Lo dejaron entrar sin contratiempos. Antes de detenerse a pensar adónde dirigirse, se cruzó con muchas mujeres, varios hombres y un par de chicos; le adelantaron varias mozas y una anciana con mucha prisa, que se sujetaba el pañuelo que se había echado sobre los hombros para que no se le cayera.

Lamentó ver que todas las tabernas estaban cerradas. Supuso la mano de la autoridad municipal en aquella decisión. Más hombres en la villa significaba tener los mesones llenos, más vino en las jarras y, por consecuencia, más desórdenes. En conclusión: los días de mercado no se abrían las cantinas. «A las autoridades no les gustan los altercados.» «Media blanca por vaso de vino, cuatro vasos cada seis minutos, durante doce horas cada día, dos días por semana, ocho días por mes, ...», empezó a calcular, pero en seguida se centró en lo que había ido a hacer.

Buscaría la casa del alcalde o la de algún representante del concejo, le daba lo mismo quién fuera, pero necesitaba que alguno le atendiera. Tenía que conseguir un pedido. Pronto. No solo por los ingresos que conseguiría con él sino porque tener un trabajo público desviaría la atención de sus negocios menos legales.

Comenzó a caminar. Desechó los cantones estrechos y se centró en las calles principales de la ciudad. Pasó por delante de un edificio más ostentoso que el resto, con un gran arco apuntado en la portada. Lo descartó en cuanto vio entrar y salir a varios tullidos. Aquello era el hospital. En la casa consistorial no sabían donde estaba y no supieron darle señal del alcalde. Siguió buscando hasta que encontró la casa-torre en la que tenía su morada. No fue difícil. Tampoco le costó mucho que el alcalde de la villa lo recibiera.

Era un hombre orondo y en el que la falta de pelo le hacía parecer más anciano de lo que sus arrugas indicaban. Al parecer estaba aburrido y accedió a atenderlo en cuanto el viejo criado que abrió la puerta le explicó quién era.

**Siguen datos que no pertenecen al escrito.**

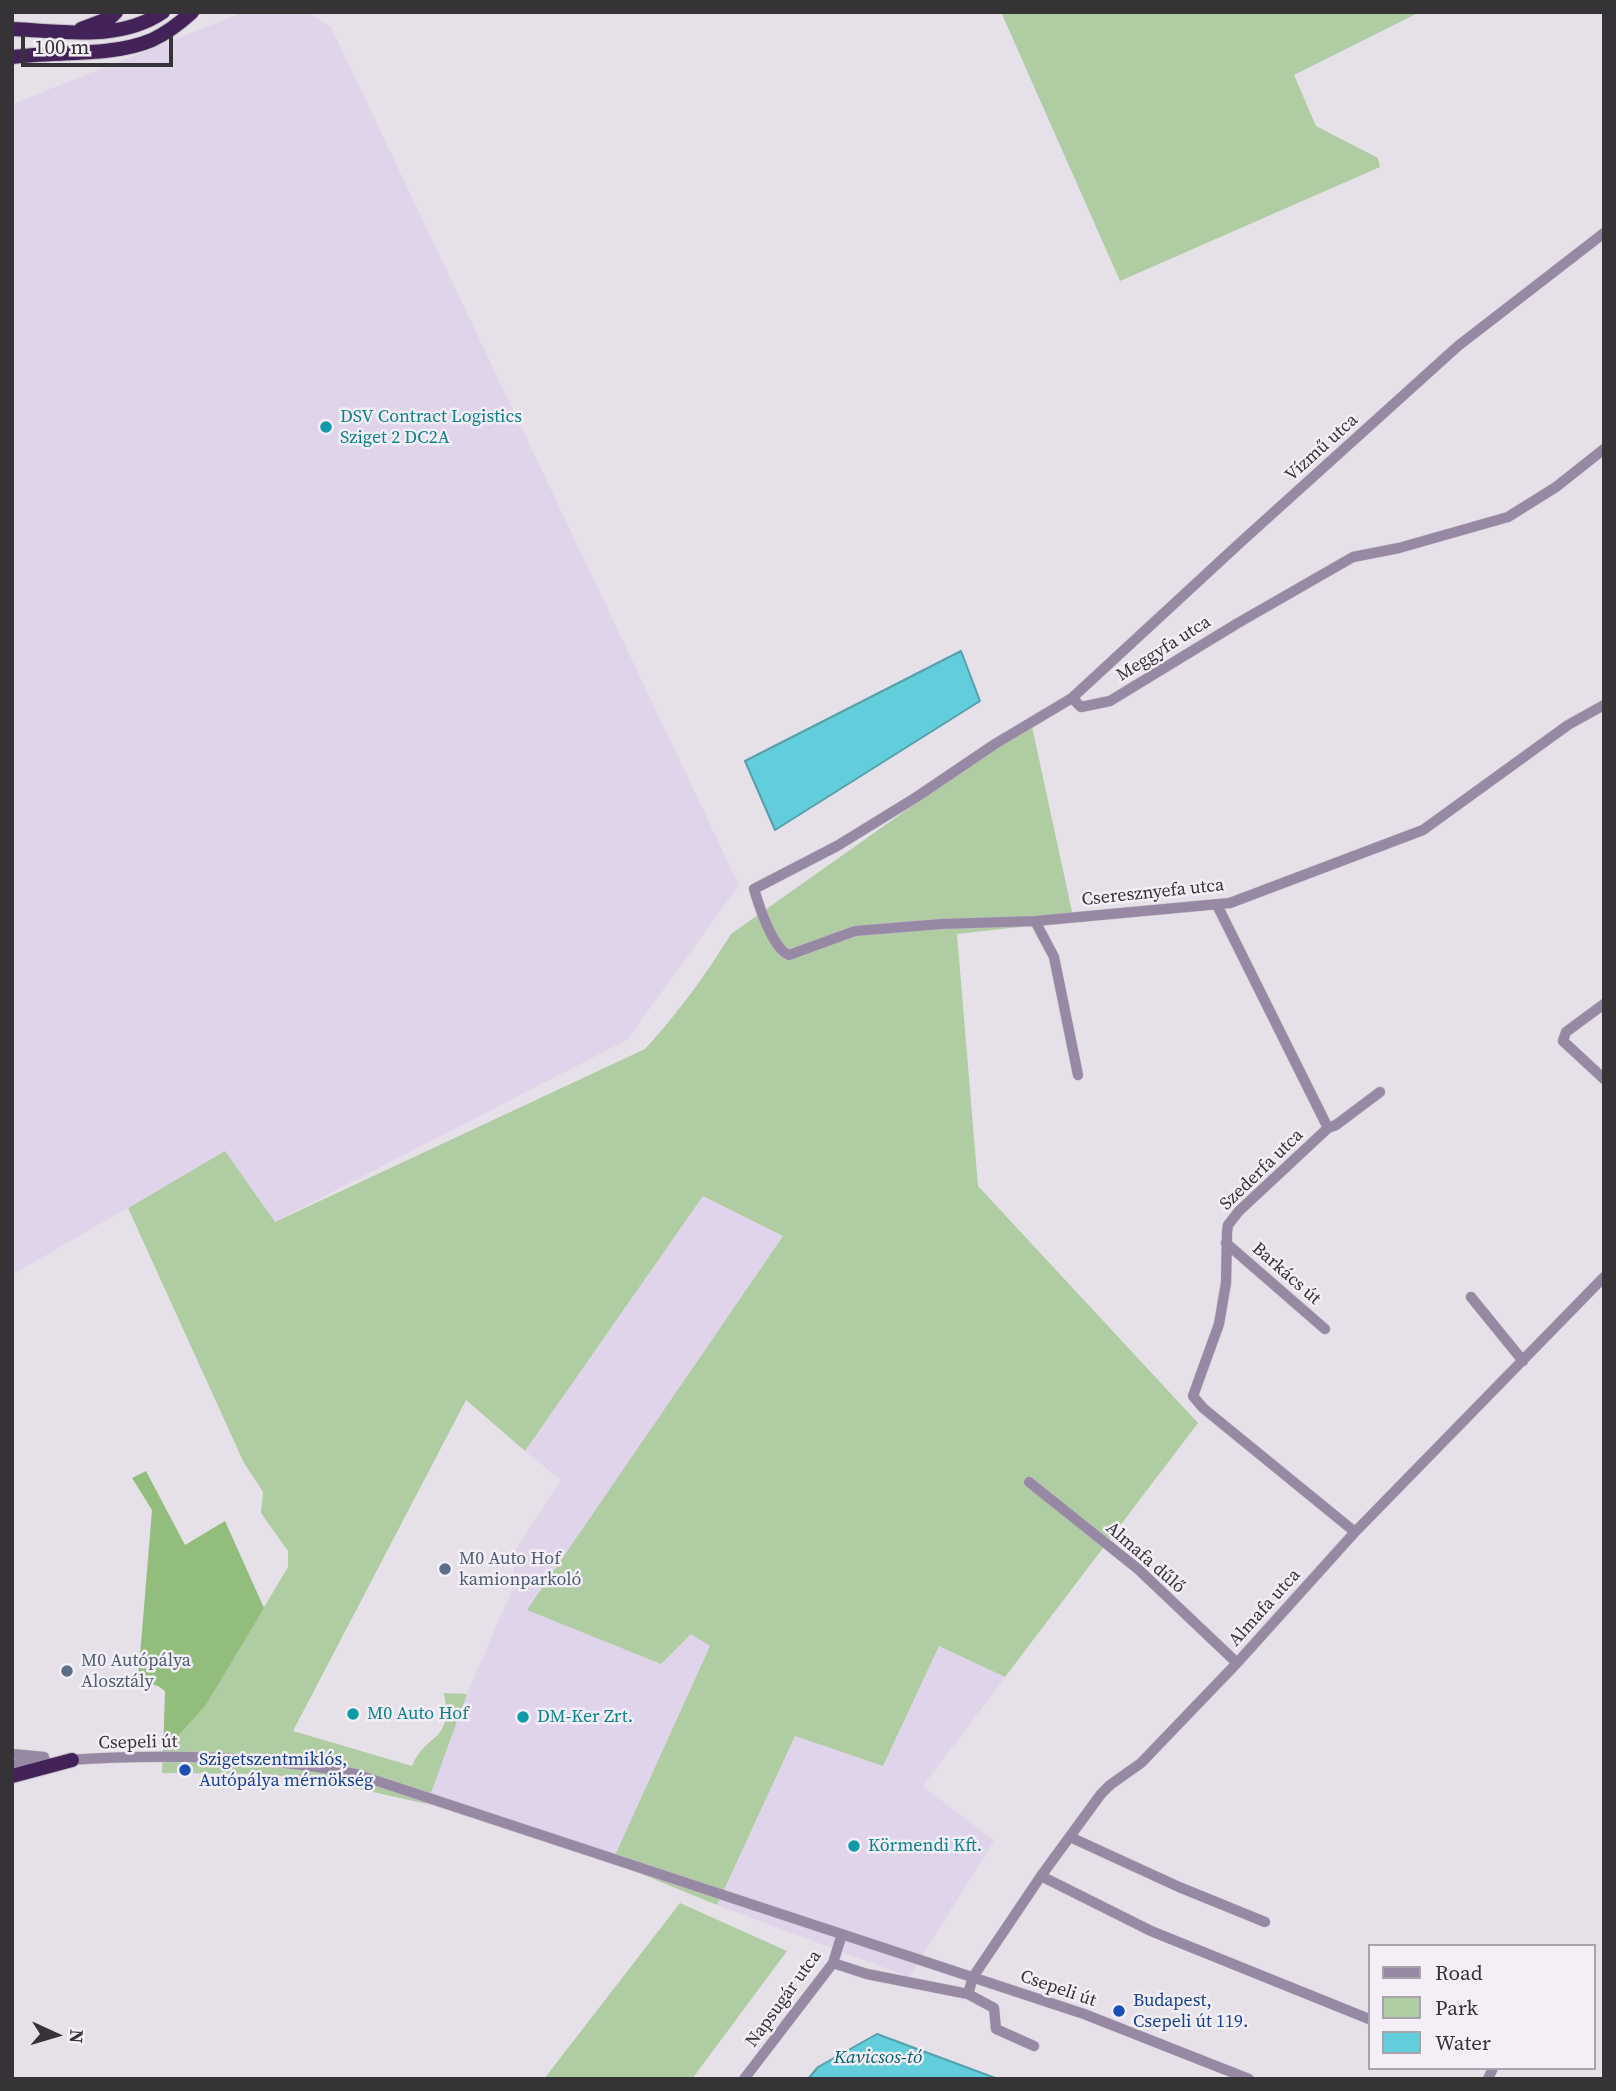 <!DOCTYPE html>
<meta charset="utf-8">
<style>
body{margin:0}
#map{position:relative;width:1616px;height:2091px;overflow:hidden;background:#e6e1e9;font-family:"Source Serif 4",serif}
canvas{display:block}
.frame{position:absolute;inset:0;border:14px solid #353336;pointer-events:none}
.legend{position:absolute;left:1368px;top:1944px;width:228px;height:126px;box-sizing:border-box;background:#f4eef7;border:2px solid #a8a3aa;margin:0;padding:9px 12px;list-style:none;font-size:21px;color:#353336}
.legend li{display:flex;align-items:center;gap:14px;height:35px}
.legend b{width:35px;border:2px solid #a8a3aa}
.north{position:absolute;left:21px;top:2000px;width:70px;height:70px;-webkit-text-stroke:5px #f4eef7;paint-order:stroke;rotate:94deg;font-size:19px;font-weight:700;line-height:28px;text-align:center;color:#353336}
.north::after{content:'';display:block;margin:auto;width:24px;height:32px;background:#353336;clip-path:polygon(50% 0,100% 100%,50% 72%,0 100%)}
.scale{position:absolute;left:21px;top:35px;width:152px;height:32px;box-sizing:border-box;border:4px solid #353336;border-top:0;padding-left:9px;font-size:21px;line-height:24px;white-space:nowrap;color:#353336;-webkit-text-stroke:5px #f4eef7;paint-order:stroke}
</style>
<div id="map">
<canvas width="1616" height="2091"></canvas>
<div class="frame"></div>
<ul class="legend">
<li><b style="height:9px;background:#9788a4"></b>Road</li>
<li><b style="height:19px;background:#b0cca3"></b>Park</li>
<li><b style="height:19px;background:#63cedb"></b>Water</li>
</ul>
<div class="north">N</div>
<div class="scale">100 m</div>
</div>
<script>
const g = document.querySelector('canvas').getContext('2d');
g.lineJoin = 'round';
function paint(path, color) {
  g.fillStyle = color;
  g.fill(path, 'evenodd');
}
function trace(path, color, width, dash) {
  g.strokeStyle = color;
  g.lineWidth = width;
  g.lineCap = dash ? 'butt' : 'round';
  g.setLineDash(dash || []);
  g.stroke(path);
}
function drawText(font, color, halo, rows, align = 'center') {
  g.font = font + ' "Source Serif 4",serif';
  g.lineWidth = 5;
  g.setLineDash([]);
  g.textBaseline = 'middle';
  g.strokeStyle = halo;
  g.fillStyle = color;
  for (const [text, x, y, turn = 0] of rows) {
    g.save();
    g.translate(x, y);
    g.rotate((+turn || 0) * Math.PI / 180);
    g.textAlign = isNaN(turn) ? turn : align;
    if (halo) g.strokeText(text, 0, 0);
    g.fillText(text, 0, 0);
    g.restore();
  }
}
paint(new Path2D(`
 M244,12H308L331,27L739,885L627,1040L274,1222L225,1151L12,1275V104Z
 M703,1196L783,1236L528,1610L661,1664L691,1634L710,1646L612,1862L427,1804L467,1694L513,1587L514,1552L561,1480L525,1451Z
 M939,1646L1005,1677L923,1786L994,1841L909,1977L717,1905L795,1736L883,1766Z`), '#dfd4e9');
paint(new Path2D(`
 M1001,12H1420L1294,75L1316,126L1378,158L1380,167L1120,281Z
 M1031,722L1074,921L957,934L978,1186L1198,1423L1005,1677L939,1646L883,1766L795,1736L717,1905L612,1862L710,1646L691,1634L661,1664L527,1610L783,1236L703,1196L525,1451L466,1400L293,1731L412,1766C428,1730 453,1744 444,1693L467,1694L427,1804L323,1781L264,1774L162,1773L163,1753L206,1705L288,1567V1551L261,1513L263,1492L244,1463L128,1208L225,1151L275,1222L645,1049C678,1013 705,976 731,934Z
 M680,1903L787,1951L692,2079H544Z`), '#b0cca3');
paint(new Path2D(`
 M146,1471L185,1545L225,1521L264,1608L206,1705L163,1753L165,1691L158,1686L138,1680L152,1510L132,1478Z`), '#92bd7d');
const water = new Path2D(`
 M961,651L980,701L775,830L745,761Z
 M877,2034L998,2079H808L818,2067Z`);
paint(water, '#63cedb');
trace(water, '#55a0aa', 2);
const minor = new Path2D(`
 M1604,233L1458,346L1242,541L1072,698L995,744L915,798L837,846L754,889C759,906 773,949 789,955L855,931L941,924L1035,921L1230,903L1423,830L1568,725L1604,705
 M1072,698L1081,707L1110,701L1238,623L1353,557L1399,548L1508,517L1556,487L1604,449
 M1217,905L1328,1128L1239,1211L1228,1225L1227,1232L1226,1283L1219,1324L1193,1396L1203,1408L1355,1532
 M1035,921L1054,957L1078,1075
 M1604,1004L1566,1032L1563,1041L1604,1079
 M1328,1128L1336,1125L1380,1092
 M1226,1243L1325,1329
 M1471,1297L1523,1361
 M1029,1482L1138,1569L1237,1663
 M12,1754L44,1757
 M69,1760C164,1754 262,1755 356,1774L1084,2014L1249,2079
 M12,1765L47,1762
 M1070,1837L1179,1887L1265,1922
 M1041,1876L1151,1931L1369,2019
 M833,1963L867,1974L968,1994L973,1977L1041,1876L1101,1794L1110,1785L1141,1763L1237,1663L1355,1532L1604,1277
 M968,1994L994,2008L996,2029L1034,2046
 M744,2079L833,1963L842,1934
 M1488,2079L1493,2068`);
const highway = new Path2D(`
 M12,29C62,31 119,42 163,12
 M81,29L110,18L116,12
 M12,57C56,51 112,57 152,40C167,33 180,23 192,12
 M12,1776L72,1760`);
trace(minor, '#c3bec5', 11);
trace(highway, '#c3bec5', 16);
trace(minor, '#9788a4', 10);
trace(highway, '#43225a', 14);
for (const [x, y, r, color] of [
 [326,427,7,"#0f9aa8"],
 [445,1569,7,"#5c6f8a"],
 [67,1671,7,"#5c6f8a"],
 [353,1714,7,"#0f9aa8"],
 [523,1717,7,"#0f9aa8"],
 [185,1770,7,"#1a4fb4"],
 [854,1846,7,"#0f9aa8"],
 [1119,2011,7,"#1a4fb4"]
]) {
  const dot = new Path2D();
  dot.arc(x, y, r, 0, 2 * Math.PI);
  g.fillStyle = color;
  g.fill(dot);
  trace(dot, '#f4eef7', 2.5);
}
drawText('18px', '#0d838f', '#f4eef7', [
 ["DSV Contract Logistics",340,417],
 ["Sziget 2 DC2A",340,438],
 ["M0 Auto Hof",367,1714],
 ["DM-Ker Zrt.",537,1717],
 ["Körmendi Kft.",868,1846]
], 'left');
drawText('18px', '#353336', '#f4eef7', [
 ["Vízmű utca",1322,448,-42],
 ["Meggyfa utca",1164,649,-32],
 ["Cseresznyefa utca",1153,893,-6],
 ["Szederfa utca",1262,1170,-44],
 ["Barkács út",1286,1274,41],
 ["Almafa dűlő",1145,1558,41],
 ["Almafa utca",1265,1608,-48],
 ["Csepeli út",138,1743,-1],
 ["Csepeli út",1058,1989,19],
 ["Napsugár utca",784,1999,-54]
]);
drawText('18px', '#4e5e75', '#f4eef7', [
 ["M0 Auto Hof",459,1559],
 ["kamionparkoló",459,1580],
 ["M0 Autópálya",81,1661],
 ["Alosztály",81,1682]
], 'left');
drawText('18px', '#164399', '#f4eef7', [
 ["Szigetszentmiklós,",199,1760],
 ["Autópálya mérnökség",199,1781],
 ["Budapest,",1133,2001],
 ["Csepeli út 119.",1133,2022]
], 'left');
drawText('italic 19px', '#03646d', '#f4eef7', [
 ["Kavicsos-tó",878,2058]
]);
</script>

—Será importante para la villa —intentaba convencerlo un rato después dentro del portal de la casa.

—Comprenderéis que no puedo tomar una decisión yo solo —le contestó el hombre.

—Pensadlo bien, alcalde, tendréis recogidas todas las ordenanzas municipales en un único volumen y daréis a conocer los bandos de una forma mucho más sencilla. No tendréis más que colocarlos a la puerta del templo de San Severino, en el de San Juan y en las puertas de la muralla. Todo el mundo conocerá los reglamentos.

—Eso ya se hace ahora. El concejo tiene amanuenses que los escriben.

Pero el impresor no era un hombre que se rendía a la primera.

—¿Sabéis la credibilidad y la fuerza que tiene un texto impreso?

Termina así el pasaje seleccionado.